B — Network prefix length; /16 = 16-bit prefix, 65,536 host addresses.

CIDR (Classless Inter-Domain Routing) replaces the old Class A/B/C system. The number after / is the prefix length — how many leading bits identify the network. 192.168.0.0/16 has 16 bits fixed (identifying the 192.168.x.x network) and 16 bits free for hosts: 2¹⁶ = 65,536 possible addresses.


Q8. A device has the IP address 169.254.10.5. What does this tell you about its network configuration?

  • A. It is a multicast receiver address
  • B. It is a documentation address used only in examples and RFCs
  • C. The device failed to obtain an IP address from a DHCP server and self-assigned a link-local address from the 169.254.0.0/16 range
  • D. It is a carrier-grade NAT address shared between ISP subscribers
Answer

C — DHCP failure; self-assigned link-local address.

When a device cannot reach a DHCP server, it uses APIPA (Automatic Private IP Addressing) to pick a random address from 169.254.0.0/16. These addresses only work for communication within the same local link — they cannot reach routers, the internet, or other subnets.

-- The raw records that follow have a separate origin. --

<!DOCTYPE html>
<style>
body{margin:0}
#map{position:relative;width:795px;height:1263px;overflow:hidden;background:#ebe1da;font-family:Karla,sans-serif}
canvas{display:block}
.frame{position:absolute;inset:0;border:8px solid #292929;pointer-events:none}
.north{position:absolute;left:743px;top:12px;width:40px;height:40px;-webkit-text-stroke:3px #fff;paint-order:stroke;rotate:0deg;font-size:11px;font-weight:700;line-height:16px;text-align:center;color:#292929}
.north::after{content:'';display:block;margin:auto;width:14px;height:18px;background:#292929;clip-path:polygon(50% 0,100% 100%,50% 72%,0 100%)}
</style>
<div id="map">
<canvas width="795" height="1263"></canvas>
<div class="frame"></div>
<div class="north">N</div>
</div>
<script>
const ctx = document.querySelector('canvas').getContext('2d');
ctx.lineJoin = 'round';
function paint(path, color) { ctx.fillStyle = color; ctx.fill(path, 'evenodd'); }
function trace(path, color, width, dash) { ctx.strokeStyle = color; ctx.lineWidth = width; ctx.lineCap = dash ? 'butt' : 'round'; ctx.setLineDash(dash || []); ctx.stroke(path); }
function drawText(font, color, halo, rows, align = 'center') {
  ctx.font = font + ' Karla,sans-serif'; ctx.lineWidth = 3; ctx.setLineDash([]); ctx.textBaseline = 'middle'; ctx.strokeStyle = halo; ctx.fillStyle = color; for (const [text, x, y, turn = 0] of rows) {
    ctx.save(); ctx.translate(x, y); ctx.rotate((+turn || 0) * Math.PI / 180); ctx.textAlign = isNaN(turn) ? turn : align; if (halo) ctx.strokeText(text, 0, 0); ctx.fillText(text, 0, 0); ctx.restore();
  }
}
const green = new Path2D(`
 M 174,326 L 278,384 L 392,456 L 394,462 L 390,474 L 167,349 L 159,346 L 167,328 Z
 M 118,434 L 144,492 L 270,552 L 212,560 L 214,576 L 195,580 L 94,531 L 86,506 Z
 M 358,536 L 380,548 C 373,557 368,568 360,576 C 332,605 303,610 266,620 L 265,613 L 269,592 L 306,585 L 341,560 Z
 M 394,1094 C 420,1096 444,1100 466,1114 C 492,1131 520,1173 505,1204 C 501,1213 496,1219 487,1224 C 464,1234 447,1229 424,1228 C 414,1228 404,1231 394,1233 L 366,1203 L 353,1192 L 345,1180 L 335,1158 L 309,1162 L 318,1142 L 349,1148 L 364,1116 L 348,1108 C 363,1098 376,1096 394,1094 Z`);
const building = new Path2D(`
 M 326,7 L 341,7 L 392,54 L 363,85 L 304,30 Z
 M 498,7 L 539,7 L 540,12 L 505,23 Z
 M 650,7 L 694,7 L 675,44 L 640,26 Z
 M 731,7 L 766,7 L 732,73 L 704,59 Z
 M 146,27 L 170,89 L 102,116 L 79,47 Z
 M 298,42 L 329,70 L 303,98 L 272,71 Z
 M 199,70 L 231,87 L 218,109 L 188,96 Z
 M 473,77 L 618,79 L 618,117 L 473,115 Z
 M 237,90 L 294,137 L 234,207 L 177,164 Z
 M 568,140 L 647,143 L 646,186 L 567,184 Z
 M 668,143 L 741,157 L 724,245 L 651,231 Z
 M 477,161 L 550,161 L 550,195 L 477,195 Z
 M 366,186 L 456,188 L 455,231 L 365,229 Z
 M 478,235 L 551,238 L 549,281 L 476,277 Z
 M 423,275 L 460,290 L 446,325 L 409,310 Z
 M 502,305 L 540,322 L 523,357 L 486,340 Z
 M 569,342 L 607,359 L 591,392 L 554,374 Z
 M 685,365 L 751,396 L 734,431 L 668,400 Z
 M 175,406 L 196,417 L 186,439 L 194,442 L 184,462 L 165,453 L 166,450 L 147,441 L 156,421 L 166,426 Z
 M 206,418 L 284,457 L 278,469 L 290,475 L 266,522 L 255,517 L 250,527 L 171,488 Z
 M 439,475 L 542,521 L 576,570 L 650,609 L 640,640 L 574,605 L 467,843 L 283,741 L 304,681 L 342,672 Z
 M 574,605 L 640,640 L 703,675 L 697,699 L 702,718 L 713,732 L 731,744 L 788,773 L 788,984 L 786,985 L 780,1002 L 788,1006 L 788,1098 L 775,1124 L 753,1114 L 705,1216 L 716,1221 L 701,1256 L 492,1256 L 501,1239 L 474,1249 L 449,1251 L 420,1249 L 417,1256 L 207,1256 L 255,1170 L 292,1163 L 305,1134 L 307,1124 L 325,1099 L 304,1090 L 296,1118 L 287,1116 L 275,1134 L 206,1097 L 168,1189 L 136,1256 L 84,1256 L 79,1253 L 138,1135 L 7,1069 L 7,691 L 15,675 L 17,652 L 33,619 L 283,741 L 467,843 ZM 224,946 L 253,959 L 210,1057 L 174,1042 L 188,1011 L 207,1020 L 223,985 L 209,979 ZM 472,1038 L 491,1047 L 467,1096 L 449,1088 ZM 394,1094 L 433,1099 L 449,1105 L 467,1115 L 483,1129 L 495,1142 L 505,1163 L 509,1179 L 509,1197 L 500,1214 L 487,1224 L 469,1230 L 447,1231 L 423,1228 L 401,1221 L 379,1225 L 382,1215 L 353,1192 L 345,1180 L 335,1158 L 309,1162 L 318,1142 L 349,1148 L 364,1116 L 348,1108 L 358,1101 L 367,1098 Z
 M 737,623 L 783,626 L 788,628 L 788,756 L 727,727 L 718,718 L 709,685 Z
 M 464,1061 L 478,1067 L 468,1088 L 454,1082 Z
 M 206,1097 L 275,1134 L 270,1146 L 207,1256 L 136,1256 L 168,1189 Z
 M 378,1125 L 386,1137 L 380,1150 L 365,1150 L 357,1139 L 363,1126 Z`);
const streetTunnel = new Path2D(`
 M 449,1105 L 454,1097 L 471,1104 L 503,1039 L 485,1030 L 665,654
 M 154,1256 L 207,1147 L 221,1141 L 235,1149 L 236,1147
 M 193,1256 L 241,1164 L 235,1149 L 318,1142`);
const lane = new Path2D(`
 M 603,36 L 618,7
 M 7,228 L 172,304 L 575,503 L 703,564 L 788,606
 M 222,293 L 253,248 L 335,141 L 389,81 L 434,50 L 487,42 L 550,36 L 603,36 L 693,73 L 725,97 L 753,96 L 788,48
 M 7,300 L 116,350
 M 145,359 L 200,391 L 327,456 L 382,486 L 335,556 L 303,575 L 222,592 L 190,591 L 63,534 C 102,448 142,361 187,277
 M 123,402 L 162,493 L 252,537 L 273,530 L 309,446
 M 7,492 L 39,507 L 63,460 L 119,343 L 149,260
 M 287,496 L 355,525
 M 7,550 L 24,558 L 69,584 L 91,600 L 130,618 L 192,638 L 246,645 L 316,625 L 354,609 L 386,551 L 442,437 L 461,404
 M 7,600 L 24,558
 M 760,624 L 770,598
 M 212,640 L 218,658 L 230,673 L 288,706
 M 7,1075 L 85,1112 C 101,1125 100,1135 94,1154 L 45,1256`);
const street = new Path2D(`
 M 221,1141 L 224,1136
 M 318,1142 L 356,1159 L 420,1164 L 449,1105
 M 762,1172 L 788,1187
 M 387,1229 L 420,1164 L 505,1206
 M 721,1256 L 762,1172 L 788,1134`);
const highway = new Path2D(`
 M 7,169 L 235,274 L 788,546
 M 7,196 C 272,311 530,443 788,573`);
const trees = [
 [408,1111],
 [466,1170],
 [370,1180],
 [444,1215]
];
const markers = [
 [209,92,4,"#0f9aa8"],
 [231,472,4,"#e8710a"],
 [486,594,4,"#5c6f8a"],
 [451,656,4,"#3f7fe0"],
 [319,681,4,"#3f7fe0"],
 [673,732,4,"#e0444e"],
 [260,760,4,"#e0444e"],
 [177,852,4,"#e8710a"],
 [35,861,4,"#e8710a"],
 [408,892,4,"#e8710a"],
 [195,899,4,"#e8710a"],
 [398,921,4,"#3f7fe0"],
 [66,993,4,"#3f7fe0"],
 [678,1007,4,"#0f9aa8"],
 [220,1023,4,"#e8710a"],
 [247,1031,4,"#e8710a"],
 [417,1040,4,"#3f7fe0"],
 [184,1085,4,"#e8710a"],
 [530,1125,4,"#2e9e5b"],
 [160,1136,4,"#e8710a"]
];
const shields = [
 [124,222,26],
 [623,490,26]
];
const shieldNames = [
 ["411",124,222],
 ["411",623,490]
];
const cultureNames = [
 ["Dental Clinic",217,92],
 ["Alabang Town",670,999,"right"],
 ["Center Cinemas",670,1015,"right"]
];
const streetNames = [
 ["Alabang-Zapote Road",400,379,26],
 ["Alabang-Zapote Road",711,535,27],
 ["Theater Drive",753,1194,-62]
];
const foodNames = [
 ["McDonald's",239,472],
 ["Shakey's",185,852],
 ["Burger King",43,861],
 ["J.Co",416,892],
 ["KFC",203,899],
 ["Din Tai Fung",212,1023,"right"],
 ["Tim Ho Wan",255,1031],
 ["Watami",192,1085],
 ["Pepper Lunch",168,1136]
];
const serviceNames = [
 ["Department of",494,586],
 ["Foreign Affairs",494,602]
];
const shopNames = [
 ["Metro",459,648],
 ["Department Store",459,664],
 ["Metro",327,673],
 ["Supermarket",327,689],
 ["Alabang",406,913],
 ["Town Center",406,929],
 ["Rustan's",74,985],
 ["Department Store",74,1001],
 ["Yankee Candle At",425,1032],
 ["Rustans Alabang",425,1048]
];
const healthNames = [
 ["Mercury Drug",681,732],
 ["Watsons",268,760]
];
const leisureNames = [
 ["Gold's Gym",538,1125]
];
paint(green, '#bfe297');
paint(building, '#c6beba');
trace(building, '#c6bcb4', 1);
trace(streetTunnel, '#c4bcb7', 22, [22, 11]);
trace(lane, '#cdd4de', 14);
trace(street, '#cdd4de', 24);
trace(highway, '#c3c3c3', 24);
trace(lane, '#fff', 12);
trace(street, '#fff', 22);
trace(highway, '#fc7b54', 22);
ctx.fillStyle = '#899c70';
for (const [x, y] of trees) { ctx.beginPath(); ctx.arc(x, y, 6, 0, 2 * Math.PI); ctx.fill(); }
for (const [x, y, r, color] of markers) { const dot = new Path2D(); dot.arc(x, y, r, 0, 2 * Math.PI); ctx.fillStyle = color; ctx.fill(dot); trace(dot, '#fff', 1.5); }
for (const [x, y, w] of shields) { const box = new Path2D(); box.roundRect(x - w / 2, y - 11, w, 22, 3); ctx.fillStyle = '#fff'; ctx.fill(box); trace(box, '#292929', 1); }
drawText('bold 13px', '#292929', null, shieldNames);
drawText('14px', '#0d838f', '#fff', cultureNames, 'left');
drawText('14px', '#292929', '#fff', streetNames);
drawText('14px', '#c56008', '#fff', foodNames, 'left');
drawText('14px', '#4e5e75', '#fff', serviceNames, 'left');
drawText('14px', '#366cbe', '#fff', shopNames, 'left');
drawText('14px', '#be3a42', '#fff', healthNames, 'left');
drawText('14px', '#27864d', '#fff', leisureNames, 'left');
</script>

Seeing 169.254.x.x usually means the device has no network connectivity.


Q9. What is the difference between the 10.0.0.0/8 and 192.168.0.0/16 private ranges in practical terms?

  • A. 10.0.0.0/8 is used only in enterprise networks; 192.168.0.0/16 is only for home networks
  • B. 10.0.0.0/8 provides ~16.7 million addresses (suitable for large corporate or cloud networks); 192.168.0.0/16 provides 65,536 addresses (typical for home/small office)
  • C. They are identical in size — the CIDR notation is just a naming convention
  • D. 10.0.0.0/8 is IPv6; 192.168.0.0/16 is IPv4
Answer

B — Different sizes for different scales.

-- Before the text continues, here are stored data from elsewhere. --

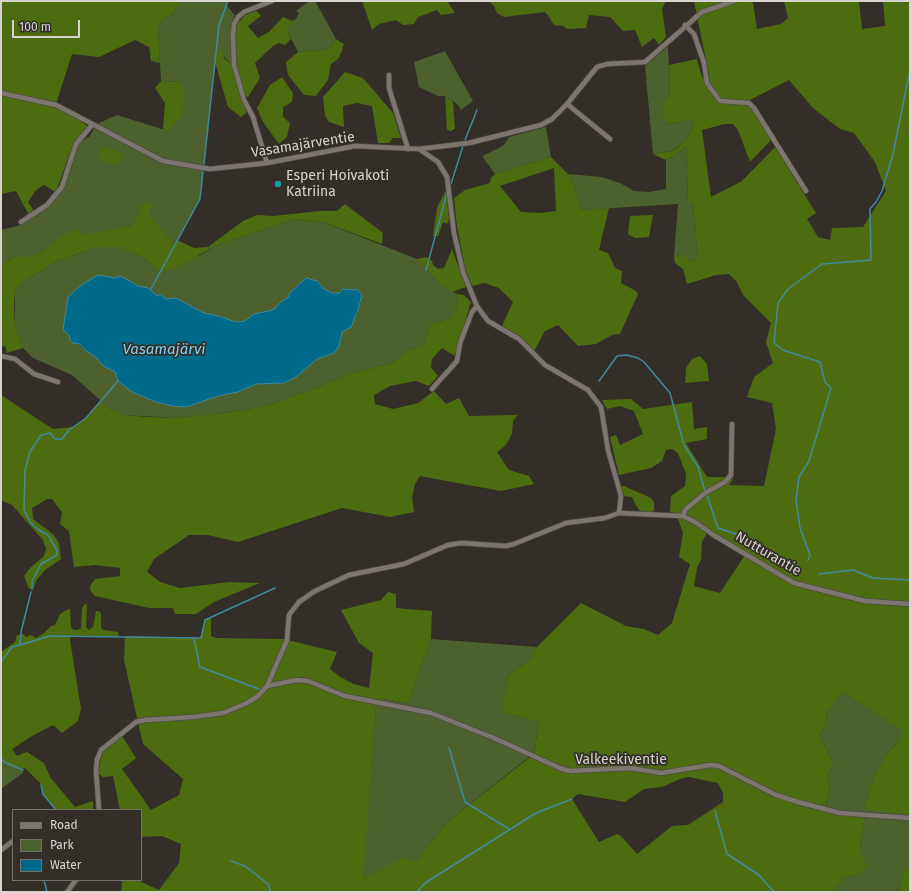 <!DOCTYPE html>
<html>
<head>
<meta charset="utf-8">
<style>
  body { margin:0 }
  #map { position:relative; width:911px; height:893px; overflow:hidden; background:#332e28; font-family:"Fira Sans",sans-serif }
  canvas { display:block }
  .frame { position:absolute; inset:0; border:2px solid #d7d4d0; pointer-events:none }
  .legend { position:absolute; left:12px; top:809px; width:130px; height:72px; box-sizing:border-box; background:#332e28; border:1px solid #75706b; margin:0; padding:5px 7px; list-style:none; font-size:12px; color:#d7d4d0 }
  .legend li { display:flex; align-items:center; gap:8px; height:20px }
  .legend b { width:20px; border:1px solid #75706b }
  .scale { position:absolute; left:12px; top:20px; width:68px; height:18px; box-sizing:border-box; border:2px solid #d7d4d0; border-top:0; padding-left:5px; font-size:12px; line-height:14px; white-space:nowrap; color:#d7d4d0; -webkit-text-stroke:3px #332e28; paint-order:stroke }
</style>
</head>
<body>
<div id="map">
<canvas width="911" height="893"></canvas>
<div class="frame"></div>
<ul class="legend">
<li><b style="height:5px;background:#7c766f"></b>Road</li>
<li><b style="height:11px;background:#4c612d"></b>Park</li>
<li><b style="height:11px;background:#006a8b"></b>Water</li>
</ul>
<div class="scale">100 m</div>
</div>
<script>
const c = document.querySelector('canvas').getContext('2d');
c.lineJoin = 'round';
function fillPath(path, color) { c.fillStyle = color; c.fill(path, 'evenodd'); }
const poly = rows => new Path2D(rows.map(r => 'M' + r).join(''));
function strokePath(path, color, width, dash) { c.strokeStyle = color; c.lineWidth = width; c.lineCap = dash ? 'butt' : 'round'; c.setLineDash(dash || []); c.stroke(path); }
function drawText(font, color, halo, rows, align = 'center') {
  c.font = font + ' "Fira Sans",sans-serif'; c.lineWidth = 3.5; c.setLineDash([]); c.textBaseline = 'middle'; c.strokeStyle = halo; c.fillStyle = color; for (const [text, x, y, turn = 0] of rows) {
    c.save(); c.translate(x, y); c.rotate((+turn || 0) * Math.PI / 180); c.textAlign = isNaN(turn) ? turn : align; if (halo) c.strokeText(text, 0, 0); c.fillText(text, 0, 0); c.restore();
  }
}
fillPath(poly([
  [181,1,228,1,226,5,235,15,232,22,231,64,217,49,200,199,174,246,151,217,150,211,141,205,134,223,127,227,54,242,51,246,42,252,27,257,14,257,1,266,1,230,21,225,51,205,65,183,75,152,79,143,90,136,93,130,99,123,117,115,168,131,180,82,161,81,158,27,161,21,172,14],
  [309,1,315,1,336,39,330,49,298,52,287,31,292,21,296,19,299,13,296,11],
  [668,46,670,93,664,102,668,124,687,121,693,121,694,124,686,140,672,151,653,154,645,66],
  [445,51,473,101,461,110,457,104,445,96,438,96,419,87,414,62],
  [546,127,551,157,495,174,482,156,499,148,505,144,509,137],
  [686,146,688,201,693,203,698,257,693,262,689,261,685,253,674,257,678,204,581,210,574,186,568,174,602,177,622,184,634,191,649,192,666,189,666,160,674,156],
  [295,219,323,222,417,259,436,280,457,294,458,305,451,318,430,325,423,344,405,352,393,363,348,374,318,387,272,404,233,412,176,418,124,415,110,409,72,375,33,358,23,348,15,327,15,291,21,283,55,262,97,247,119,247,140,256,160,271,201,255,217,245],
  [98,275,115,278,121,276,138,286,148,288,157,296,166,299,177,298,204,313,218,316,236,322,245,321,254,314,273,310,282,301,289,297,289,294,306,278,317,281,324,289,332,293,340,293,343,289,358,290,362,295,360,305,351,327,342,332,339,346,334,353,317,359,296,377,284,383,256,384,238,392,218,396,186,407,173,406,156,402,132,392,118,381,115,372,102,365,97,358,86,351,64,330,68,297,80,286],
  [431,639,537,647,529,661,509,674,503,712,539,722,534,753,447,822,415,862,362,879,376,706,382,699,408,703],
  [842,692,904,731,897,743,886,755,875,774,866,800,910,815,910,866,902,875,898,892,833,892,843,878,859,875,860,849,865,815,825,811,830,789,827,777,833,763,820,735,827,719,826,715],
  [1,758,4,762,23,769,23,773,1,789]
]), '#4c612d');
fillPath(poly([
  [1,1,181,1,172,14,161,21,158,27,160,63,151,61,149,47,135,40,99,57,72,54,55,107,79,119,88,127,72,147,56,192,44,185,36,190,28,202,34,211,29,215,16,191,1,194],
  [362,1,447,1,455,13,441,15,437,10,418,17,414,24,403,25,396,20,379,24,372,30],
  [489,1,666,1,662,9,666,37,659,45,654,38,642,47,635,30,623,31,610,17,589,15,586,28,567,29,563,26,554,25,547,14,544,12,504,17,497,13,494,6],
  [694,1,750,1,753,3,757,29,781,24,788,18,784,1,859,1,862,29,885,26,883,1,910,1,910,815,866,810,866,800,875,774,886,755,897,743,903,731,842,692,826,715,827,719,820,735,833,763,827,777,830,789,825,810,865,815,860,849,867,867,859,875,843,878,833,892,121,892,122,880,137,880,159,890,179,863,181,844,162,836,141,837,141,810,120,810,113,776,103,777,98,773,102,753,122,736,136,758,122,769,151,810,179,795,183,779,143,744,124,660,125,636,200,638,205,620,211,618,211,636,216,638,283,639,337,652,330,669,340,677,354,684,369,688,373,653,359,643,341,610,381,600,388,592,396,594,396,608,432,611,431,639,408,703,383,699,376,706,363,879,404,857,415,862,447,822,534,754,539,722,502,712,509,674,529,661,537,647,581,603,626,626,644,629,658,635,672,623,690,564,679,557,683,533,676,513,670,512,671,496,685,486,686,474,678,453,672,449,666,450,662,461,651,468,619,475,610,437,616,435,620,445,643,434,634,411,620,406,607,409,602,400,631,399,643,409,692,402,694,429,707,427,707,439,686,443,707,477,726,477,733,479,729,485,764,486,776,429,772,403,747,397,754,377,773,363,766,342,771,323,743,295,737,282,729,274,716,275,687,284,683,269,675,263,674,257,685,253,689,261,693,262,698,257,693,203,688,202,686,146,674,156,666,160,653,154,673,151,686,140,694,124,693,121,687,121,668,124,664,115,664,102,670,93,669,65,697,59,702,77,709,75],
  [789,80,813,108,827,119,840,129,854,133,875,162,886,191,863,227,832,228,830,240,818,237,807,219,816,213,775,147,742,181,711,197,702,130,725,124,733,124,738,130,750,162,771,140,748,101],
  [707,533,745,555,720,593,694,586,697,568,701,560,702,542],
  [689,777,718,783,723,793,723,802,688,825,672,826,637,854,621,836,617,834,599,842,572,799,578,794,625,802,644,789,662,787,680,779],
  [256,10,261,16,248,26,258,38,269,32,283,17,292,21,287,31,291,39,285,45,279,43,273,46,255,63,260,78,248,97,245,96,234,57,235,36,237,24,245,15],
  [336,39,344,44,339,58,331,64,328,80,316,96,304,95,288,75,286,62,298,52,330,49],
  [217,48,223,50,224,58,231,64,246,110,246,113,241,117,228,107,215,62],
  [345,72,363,78,393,113,401,138,393,138,389,143,378,143,372,106,357,103,343,106,344,127,329,122,325,116,323,97],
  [282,77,293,93,292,102,283,107,283,117,290,123,287,137,279,144,263,122,257,108,270,85],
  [161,81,180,82,184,89,182,115,168,131,163,130,165,103,155,88],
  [445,96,453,102,455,129,451,131,447,130],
  [105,147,120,152,123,158,119,163,111,164,104,162,98,156,100,149],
  [551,157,568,174,574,186,581,210,609,208,599,250,608,253,615,268,622,271,621,283,636,291,638,294,620,334,612,335,596,344,578,346,558,325,545,331,534,351,521,337,502,326,513,302,499,288,484,283,472,286,465,268,457,227,454,198,465,190,490,183,491,178,495,174],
  [554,168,556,211,541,213,521,212,500,186],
  [446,190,449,219,447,224,443,222,438,236,433,236,437,208],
  [149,202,153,206,150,211,151,217,174,245,177,240,194,248,208,247,243,221,257,215,273,216,320,211,337,211,345,204,383,233,382,244,323,222,295,219,217,245,175,269,160,271,140,256,119,247,97,247,55,262,21,283,15,291,14,306,15,327,23,348,7,353,5,346,1,347,1,266,14,257,27,257,42,252,64,234,78,229,82,235,127,227,134,223,141,205],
  [653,215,649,237,635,238,628,234,630,216],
  [452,249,466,287,452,292,436,280,417,259,426,257,432,261,433,265,438,269,444,268],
  [457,294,464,295,471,302,455,356,442,348,432,359,431,367,438,376,429,386,416,381,390,386,374,395,375,404,393,409,418,403,434,391,446,404,459,398,469,416,518,415,513,421,512,434,506,445,497,452,509,470,529,476,534,484,501,491,420,476,415,484,412,497,414,512,390,517,342,508,238,542,208,535,189,535,154,559,147,572,160,582,180,588,229,582,260,583,214,602,196,614,175,614,173,608,149,608,95,596,91,592,90,586,95,579,120,576,120,568,95,565,74,567,69,531,60,524,62,512,52,499,47,499,32,508,33,519,53,534,59,543,61,559,45,570,36,581,34,588,29,589,24,576,30,568,44,556,46,549,43,540,12,505,1,500,1,395,53,429,73,427,86,418,101,401,110,409,124,415,148,417,176,418,233,412,272,404,318,387,348,374,393,363,405,352,423,344,430,325,451,318,458,305],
  [700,356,707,364,709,381,685,383,686,368,692,359],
  [621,486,624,486,651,498,654,502,654,510,651,513,640,511,635,504,632,497,624,496],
  [87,604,86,627,89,630,93,627,96,611,98,611,101,613,101,628,104,630,118,632,119,636,71,636,70,640,81,709,78,721,62,733,53,725,32,736,12,749,17,756,27,752,44,763,50,777,75,807,93,801,93,810,56,810,43,794,42,785,25,768,23,769,4,762,1,758,1,652,15,642,17,635,23,634,26,637,31,635,36,638,43,634,51,626,55,625,60,614,70,608,71,627,74,630,81,629,82,608,84,605],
  [910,866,910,892,898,892,902,875]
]), '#4d6c0f');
const water = poly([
  [98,275,115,278,121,276,138,286,148,288,157,296,160,294,166,299,176,298,204,313,218,316,236,322,245,321,254,314,273,310,282,301,289,297,289,294,306,278,317,281,324,289,332,293,340,293,343,289,358,290,362,295,358,310,351,327,342,332,339,346,334,353,317,359,296,377,284,383,256,384,238,392,218,396,186,407,173,406,156,402,132,392,118,381,115,372,102,365,97,358,86,351,80,344,73,343,70,340,69,335,63,330,68,297,80,286,98,275]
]);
fillPath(water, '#006a8b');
strokePath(water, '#408aa0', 1);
strokePath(poly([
  [465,140,477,110],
  [204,164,219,25,228,1],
  [451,184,463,146],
  [426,270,447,193],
  [151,289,200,199,203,172],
  [599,381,617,356,627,355,638,358,644,362,670,393,684,445,698,467,705,491],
  [707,495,718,528,742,536,787,569,798,566],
  [808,560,810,555,800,528,796,500,799,477,809,461,831,388,825,382,820,362,783,350,774,343,778,303,788,289,822,264,871,260,870,209,876,202,882,191,893,154,910,70],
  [819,574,853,570,873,578,910,580],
  [32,589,32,581,41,564,57,555,57,550,48,535,39,530,31,523,24,510,25,470,30,452,41,435,50,433,55,439,62,439,69,430,86,418,118,381],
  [194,639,200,667,259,689],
  [20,645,50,636,201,638,205,620,275,588],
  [1,662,12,647,20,645,21,632,31,592],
  [449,748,465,802,509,829],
  [1,758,4,762,23,770],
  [41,785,43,794,56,810],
  [715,811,727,854,759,875,774,892],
  [231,861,245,866,268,884,271,892],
  [44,880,47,892],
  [417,892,425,883,536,813,572,799]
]), '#408aa0', 1.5);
const minor = poly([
  [685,25,694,34,704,63,707,83,720,101,749,103,754,108,806,191],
  [389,75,389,88,408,149],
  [1,93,56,105,163,161,210,169,267,163,355,146,419,149,469,143,541,125,552,119,567,104,597,67,607,64,645,62,702,12,734,1],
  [567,104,610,139],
  [267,163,253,117,244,100,234,65,233,36,234,24,238,17,244,12,272,1],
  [21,222,47,205,62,187,76,144,92,125],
  [1,356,15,359,34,374,58,382],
  [432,389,457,361,460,343,472,312,477,306],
  [619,513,683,516,695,522,715,536,794,583,865,601,910,604],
  [683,516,685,510,705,493,725,482,731,475,732,424],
  [267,686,297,680,308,681,345,696,431,713,494,738,562,769,570,771,630,768,661,773,710,765,719,766,776,795,798,802,840,813,910,818],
  [99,810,96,771,97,760,101,750,136,722,145,720,193,717,223,713,247,703,258,696,267,686,287,640,289,615,299,602,315,591,349,575,404,564,448,545,461,543,506,546,514,544,566,523,605,518,619,513,621,496,608,450,601,407,588,390,545,365,519,339,488,321,477,306,463,272,454,233,447,177,438,162,419,149],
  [1,850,13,841],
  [67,892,76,880]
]);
strokePath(minor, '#504b46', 6);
strokePath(minor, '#7c766f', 4.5);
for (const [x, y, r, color] of [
  [278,184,4,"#0f9aa8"]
]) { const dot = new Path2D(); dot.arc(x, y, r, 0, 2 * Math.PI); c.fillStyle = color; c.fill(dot); strokePath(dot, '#332e28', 1.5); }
drawText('14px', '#d7d4d0', '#332e28', [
  ["Vasamajärventie",303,145,-9],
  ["Nutturantie",768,554,30],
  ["Valkeekiventie",621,760]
]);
drawText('14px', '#d7d4d0', '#332e28', [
  ["Esperi Hoivakoti",286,176],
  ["Katriina",286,192]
], 'left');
drawText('italic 15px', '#81cef0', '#332e28', [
  ["Vasamajärvi",164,350]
]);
</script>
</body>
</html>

10.0.0.0/8 covers all addresses from 10.0.0.0 to 10.255.255.255 — over 16 million addresses. Cloud providers (AWS VPCs, GCP VPCs) typically use this range for their internal networks. 192.168.0.0/16 covers 192.168.0.0 to 192.168.255.255 — 65,536 addresses, typical for home routers (192.168.0.x or 192.168.1.x).


Q10. When a Docker container with private IP 172.18.0.3 sends a request to a public server on the internet, what happens at the Docker host's NAT layer?

  • A. The packet is dropped — containers with private IPs cannot reach the internet
  • B. Docker assigns the container a temporary public IP for the duration of the request
  • C. The Docker host's NAT replaces the container's private source IP with the host's public IP, forwards the packet, and translates the response back to 172.18.0.3 when it arrives
  • D. The public server sees 172.18.0.3 as the source and responds directly to the container
Answer

C — Host NAT translates private IP → public IP on egress, reverses on ingress.

Docker uses Linux's iptables NAT rules on the host. When the container at 172.18.0.3 sends a packet outbound, iptables replaces the source IP with the host's public IP and records the mapping. When the response arrives at the host's public IP, iptables reverses the translation and delivers the packet to 172.18.0.3 inside the container. The public server never sees the private address.